§ **Assignment**
Everything from the line containing "Annotation task. Extract" through the line containing "text. Keep lists in top-to-bottom order." in the listing below should be copied exactly, and nothing more.

§ **Material provided**

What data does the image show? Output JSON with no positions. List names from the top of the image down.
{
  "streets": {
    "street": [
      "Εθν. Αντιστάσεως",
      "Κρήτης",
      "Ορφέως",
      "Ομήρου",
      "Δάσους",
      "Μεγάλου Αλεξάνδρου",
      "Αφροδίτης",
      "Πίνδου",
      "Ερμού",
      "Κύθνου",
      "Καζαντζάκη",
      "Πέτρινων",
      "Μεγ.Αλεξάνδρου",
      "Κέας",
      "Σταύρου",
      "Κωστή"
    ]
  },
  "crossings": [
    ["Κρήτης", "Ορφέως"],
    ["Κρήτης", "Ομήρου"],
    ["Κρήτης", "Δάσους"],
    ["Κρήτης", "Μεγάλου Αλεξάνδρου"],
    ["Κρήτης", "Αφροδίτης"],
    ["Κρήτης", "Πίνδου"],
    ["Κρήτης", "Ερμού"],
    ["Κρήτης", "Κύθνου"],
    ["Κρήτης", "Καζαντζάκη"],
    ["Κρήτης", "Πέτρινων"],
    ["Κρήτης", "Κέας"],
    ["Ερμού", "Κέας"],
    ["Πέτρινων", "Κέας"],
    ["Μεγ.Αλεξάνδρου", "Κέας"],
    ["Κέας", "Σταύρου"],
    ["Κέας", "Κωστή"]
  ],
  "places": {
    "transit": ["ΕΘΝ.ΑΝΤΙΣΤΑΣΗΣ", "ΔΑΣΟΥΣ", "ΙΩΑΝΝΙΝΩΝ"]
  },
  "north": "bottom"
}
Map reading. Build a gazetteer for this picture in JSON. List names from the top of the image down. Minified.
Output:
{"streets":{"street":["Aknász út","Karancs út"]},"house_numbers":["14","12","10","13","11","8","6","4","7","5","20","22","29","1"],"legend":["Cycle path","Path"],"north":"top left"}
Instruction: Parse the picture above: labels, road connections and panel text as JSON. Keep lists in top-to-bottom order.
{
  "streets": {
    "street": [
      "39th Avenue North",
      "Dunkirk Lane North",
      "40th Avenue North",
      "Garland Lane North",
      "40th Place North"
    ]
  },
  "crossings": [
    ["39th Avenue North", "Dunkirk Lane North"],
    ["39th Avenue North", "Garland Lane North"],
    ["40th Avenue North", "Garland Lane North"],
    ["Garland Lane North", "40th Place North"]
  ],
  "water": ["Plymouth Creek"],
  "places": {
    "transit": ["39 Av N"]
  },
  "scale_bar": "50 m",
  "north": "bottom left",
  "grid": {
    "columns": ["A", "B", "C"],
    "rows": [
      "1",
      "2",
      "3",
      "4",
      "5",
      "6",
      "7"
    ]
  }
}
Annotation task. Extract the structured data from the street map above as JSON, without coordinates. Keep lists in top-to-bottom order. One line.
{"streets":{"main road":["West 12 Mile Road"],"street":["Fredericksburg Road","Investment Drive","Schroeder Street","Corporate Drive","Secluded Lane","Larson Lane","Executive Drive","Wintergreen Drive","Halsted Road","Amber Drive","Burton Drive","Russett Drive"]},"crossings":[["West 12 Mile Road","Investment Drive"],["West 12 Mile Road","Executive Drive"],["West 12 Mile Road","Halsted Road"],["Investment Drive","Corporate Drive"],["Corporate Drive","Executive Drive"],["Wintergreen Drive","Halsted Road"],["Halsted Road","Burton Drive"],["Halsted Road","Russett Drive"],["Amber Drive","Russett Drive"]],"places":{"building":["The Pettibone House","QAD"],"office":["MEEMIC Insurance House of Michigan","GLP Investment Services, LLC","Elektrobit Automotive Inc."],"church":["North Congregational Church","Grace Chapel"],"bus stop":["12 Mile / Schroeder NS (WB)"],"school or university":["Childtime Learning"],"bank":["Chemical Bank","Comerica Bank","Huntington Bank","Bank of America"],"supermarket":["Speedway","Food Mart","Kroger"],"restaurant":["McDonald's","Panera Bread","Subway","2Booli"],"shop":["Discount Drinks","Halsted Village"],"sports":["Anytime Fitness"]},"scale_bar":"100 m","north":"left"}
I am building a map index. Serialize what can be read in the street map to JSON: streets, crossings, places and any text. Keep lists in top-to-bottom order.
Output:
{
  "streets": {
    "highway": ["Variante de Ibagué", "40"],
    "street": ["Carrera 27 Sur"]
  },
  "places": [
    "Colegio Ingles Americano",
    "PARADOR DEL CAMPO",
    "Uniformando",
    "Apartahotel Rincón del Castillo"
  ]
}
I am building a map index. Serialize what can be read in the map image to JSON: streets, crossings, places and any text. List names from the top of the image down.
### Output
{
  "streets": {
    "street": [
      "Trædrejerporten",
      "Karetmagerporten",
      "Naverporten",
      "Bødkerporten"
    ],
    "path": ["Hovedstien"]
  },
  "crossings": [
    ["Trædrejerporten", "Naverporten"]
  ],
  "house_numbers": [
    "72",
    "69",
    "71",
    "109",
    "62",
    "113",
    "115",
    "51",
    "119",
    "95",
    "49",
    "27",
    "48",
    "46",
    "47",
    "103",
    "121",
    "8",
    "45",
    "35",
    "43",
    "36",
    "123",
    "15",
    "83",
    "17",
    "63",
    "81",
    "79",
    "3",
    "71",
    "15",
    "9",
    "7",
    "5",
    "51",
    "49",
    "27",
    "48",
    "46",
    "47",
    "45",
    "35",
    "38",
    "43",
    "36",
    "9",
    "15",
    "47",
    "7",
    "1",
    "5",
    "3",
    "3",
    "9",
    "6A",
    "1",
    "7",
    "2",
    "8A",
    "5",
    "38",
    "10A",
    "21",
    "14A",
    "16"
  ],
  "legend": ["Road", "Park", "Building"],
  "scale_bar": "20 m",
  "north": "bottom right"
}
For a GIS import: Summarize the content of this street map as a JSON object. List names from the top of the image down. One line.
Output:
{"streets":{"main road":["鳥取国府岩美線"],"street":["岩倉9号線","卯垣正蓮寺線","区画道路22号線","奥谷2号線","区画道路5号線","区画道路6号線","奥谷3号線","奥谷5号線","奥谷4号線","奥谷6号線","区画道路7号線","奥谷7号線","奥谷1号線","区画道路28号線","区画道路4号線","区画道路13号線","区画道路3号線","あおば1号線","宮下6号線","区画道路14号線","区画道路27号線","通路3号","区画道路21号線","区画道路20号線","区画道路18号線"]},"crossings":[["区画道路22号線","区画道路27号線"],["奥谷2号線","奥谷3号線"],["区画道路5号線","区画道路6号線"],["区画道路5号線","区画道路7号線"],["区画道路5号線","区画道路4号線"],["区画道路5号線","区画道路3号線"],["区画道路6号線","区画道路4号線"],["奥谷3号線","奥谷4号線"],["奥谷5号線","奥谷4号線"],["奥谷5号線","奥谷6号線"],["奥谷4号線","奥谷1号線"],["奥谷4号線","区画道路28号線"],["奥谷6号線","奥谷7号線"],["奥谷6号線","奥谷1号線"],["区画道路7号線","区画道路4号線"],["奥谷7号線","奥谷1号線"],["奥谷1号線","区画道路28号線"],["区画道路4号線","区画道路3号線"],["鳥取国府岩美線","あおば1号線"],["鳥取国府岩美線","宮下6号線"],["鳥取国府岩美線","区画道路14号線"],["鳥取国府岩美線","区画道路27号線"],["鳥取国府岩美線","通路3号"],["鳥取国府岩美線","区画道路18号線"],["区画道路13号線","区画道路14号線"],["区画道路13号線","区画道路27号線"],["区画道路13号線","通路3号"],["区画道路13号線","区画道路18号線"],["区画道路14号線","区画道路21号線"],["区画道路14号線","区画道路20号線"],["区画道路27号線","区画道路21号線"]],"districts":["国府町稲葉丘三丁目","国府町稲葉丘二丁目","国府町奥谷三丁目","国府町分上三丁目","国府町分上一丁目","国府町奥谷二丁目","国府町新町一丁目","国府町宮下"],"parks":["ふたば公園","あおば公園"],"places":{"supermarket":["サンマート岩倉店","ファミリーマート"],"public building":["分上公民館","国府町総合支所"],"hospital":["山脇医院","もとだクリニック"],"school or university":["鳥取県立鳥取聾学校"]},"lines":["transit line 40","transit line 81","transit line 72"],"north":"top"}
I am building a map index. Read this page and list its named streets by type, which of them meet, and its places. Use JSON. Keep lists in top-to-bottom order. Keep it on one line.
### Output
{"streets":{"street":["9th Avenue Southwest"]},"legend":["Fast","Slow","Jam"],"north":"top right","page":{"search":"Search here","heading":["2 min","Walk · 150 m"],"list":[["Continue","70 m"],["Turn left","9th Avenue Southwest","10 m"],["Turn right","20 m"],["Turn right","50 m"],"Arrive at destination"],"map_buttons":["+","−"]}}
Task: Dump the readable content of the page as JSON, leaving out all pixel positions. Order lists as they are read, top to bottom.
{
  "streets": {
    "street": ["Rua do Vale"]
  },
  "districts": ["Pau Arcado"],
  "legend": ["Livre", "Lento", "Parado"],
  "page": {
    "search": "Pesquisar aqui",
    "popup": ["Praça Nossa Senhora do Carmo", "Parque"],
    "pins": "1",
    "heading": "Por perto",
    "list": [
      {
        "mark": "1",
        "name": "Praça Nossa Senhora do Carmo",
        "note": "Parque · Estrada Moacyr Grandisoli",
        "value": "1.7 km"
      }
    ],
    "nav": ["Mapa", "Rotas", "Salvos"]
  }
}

§ **Solution**
Annotation task. Extract the structured data from the street map above as JSON, without coordinates. Keep lists in top-to-bottom order. One line.
{"streets":{"main road":["West 12 Mile Road"],"street":["Fredericksburg Road","Investment Drive","Schroeder Street","Corporate Drive","Secluded Lane","Larson Lane","Executive Drive","Wintergreen Drive","Halsted Road","Amber Drive","Burton Drive","Russett Drive"]},"crossings":[["West 12 Mile Road","Investment Drive"],["West 12 Mile Road","Executive Drive"],["West 12 Mile Road","Halsted Road"],["Investment Drive","Corporate Drive"],["Corporate Drive","Executive Drive"],["Wintergreen Drive","Halsted Road"],["Halsted Road","Burton Drive"],["Halsted Road","Russett Drive"],["Amber Drive","Russett Drive"]],"places":{"building":["The Pettibone House","QAD"],"office":["MEEMIC Insurance House of Michigan","GLP Investment Services, LLC","Elektrobit Automotive Inc."],"church":["North Congregational Church","Grace Chapel"],"bus stop":["12 Mile / Schroeder NS (WB)"],"school or university":["Childtime Learning"],"bank":["Chemical Bank","Comerica Bank","Huntington Bank","Bank of America"],"supermarket":["Speedway","Food Mart","Kroger"],"restaurant":["McDonald's","Panera Bread","Subway","2Booli"],"shop":["Discount Drinks","Halsted Village"],"sports":["Anytime Fitness"]},"scale_bar":"100 m","north":"left"}
I am building a map index. Serialize what can be read in the street map to JSON: streets, crossings, places and any text. Keep lists in top-to-bottom order.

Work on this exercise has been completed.